Farmers may want to begin scouting their soybean fields for aphid activity.

“We’re starting to see aphid activity, and to this point it hasn’t been too big of a problem,” said Miller. “Up until a few days ago, the activity was really light and hard to even spot. Now, it’s really variable from field to field. Some are at our threshold of 250 aphids per plant, with 80 percent of the plants infested, and they need to be sprayed. But there are other fields even a few miles away that don’t need spraying.”

Soybean Aphids

Soybean aphids are showing up in south central Minnesota fields, but may not be at threshold yet. It’s important to scout fields as soon as possible. (photo from sdsoybean.org)

Miller wants farmers to avoid the temptation to spray without checking fields to see if it’s necessary.

“Given the current economic situation, people could benefit from waiting to spray (if a field isn’t at threshold),” said Miller. “We’re not out of the woods. These products won’t necessarily end the infestation. There are fields that may see recolonization later on. There are a lot of aphids flying around.”

A story developing out of southwest Minnesota involves non-performance of aphid killing products.

“There’s a narrow band of area in southwest Minnesota where there’s been some non-performance of insecticides,” said Miller. “How we stay away from that is waiting to spray until we need to, and that also can limit the need for a second application. But you still need to stay on top of it. Things can change quickly, and it won’t always be evident from the road.”

He said the overall condition of the corn looks good.

“We’re in the R2 to R3 stage,” said Miller. “I was looking at doing some early harvest estimates, and it’s a little tough because we have a long way to go. However, assuming we continue with good conditions, we might be looking at anywhere from 187 to 260 bushels per acre. If we can continue with good conditions, the harvest could be a little above normal.”

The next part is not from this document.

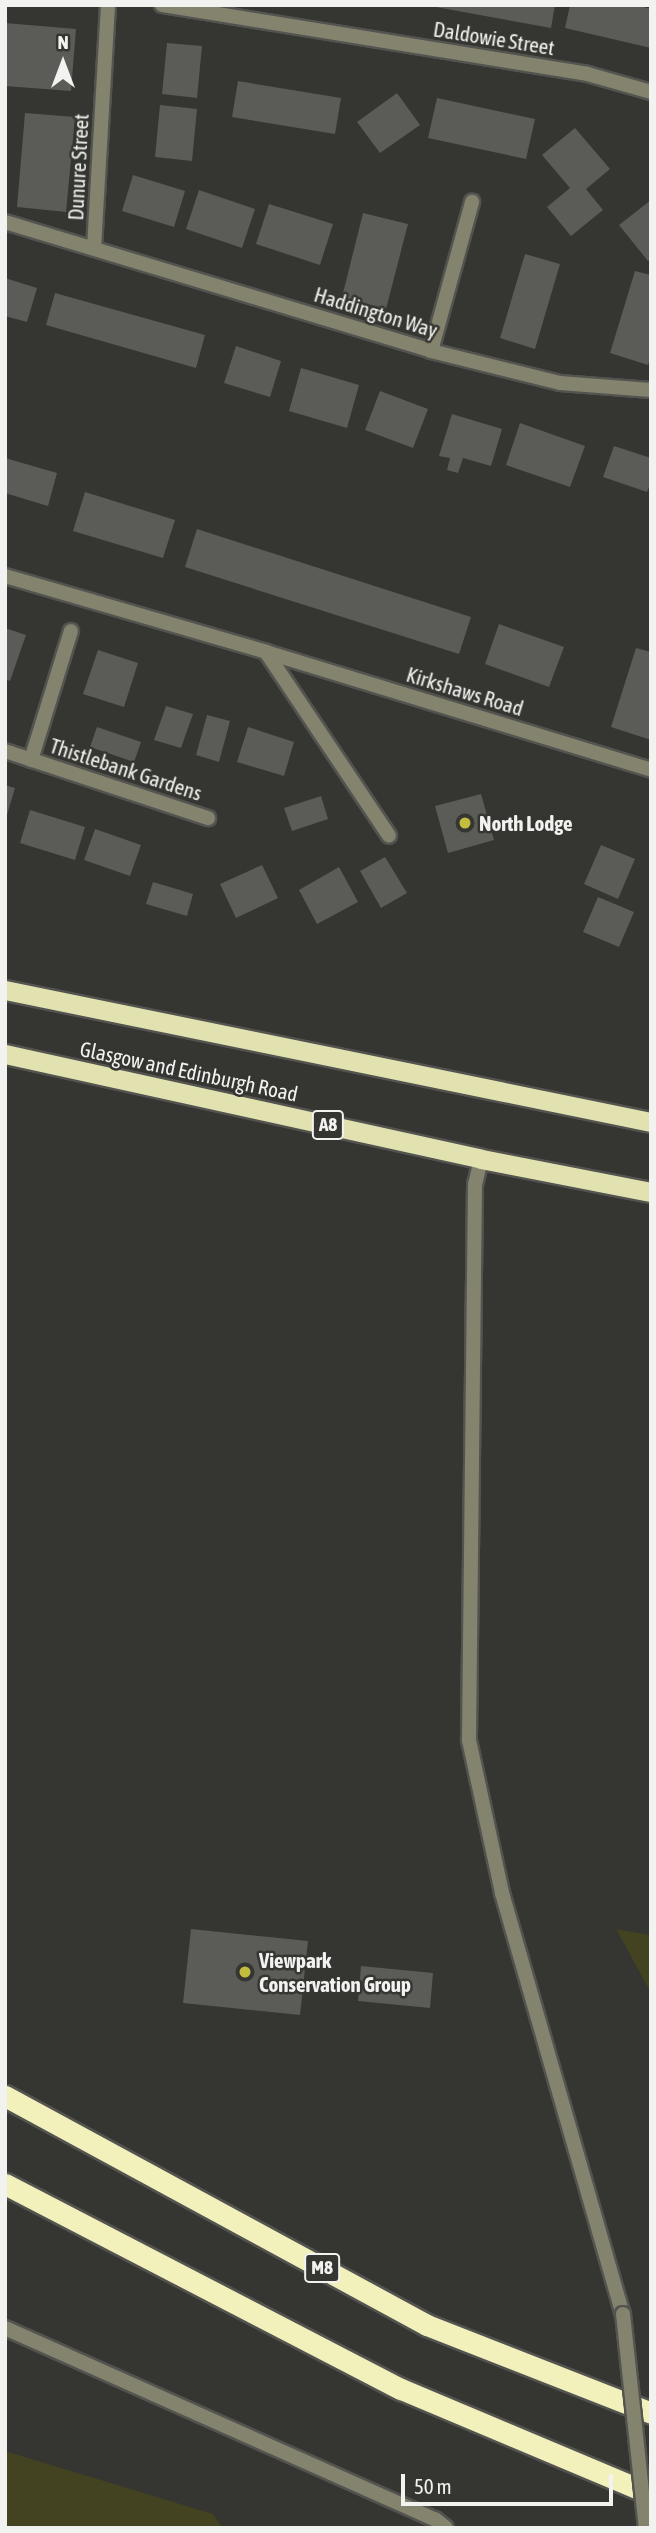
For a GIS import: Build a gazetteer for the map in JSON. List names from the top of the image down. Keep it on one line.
{"streets":{"highway":["Glasgow and Edinburgh Road","A8","M8"],"street":["Daldowie Street","Dunure Street","Haddington Way","Kirkshaws Road","Thistlebank Gardens"]},"crossings":[["Dunure Street","Haddington Way"]],"places":["North Lodge","Viewpark Conservation Group"],"scale_bar":"50 m","north":"top"}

So far, the corn crop doesn’t seem to be feeling a lot of pressure.

“The corn really looks good,” Miller said. “I know there was some concern in northern Iowa with corn on corn leaf blight, but the corn here looks good.

“The bottom leaves haven’t even fired up yet, which they do when they hit the R3 stage. At that stage, the plant begins to recirculate some of its nitrogen and nutrients to use things up, and that hasn’t happened yet. The soil and the environment are still providing adequate fertility.”

The small grain harvest is progressing well in south central Minnesota.

Oats harvest

The oats harvest in south central Minnesota is all but wrapped up, according to Ryan Miller of the Extension Service. Results are generally in the 150 bushel per acre range. (photo from pond5.com)

“I’m hearing tremendous yields on oats,” he said, “somewhere in the area of 150 bushels. That’s a phenomenal yield for small grains. Haven’t heard a lot on wheat yields yet, but I think that will be good too.”

He added, “Reports out of northwest Minnesota are that they have had good yields, but the protein content was a little low.”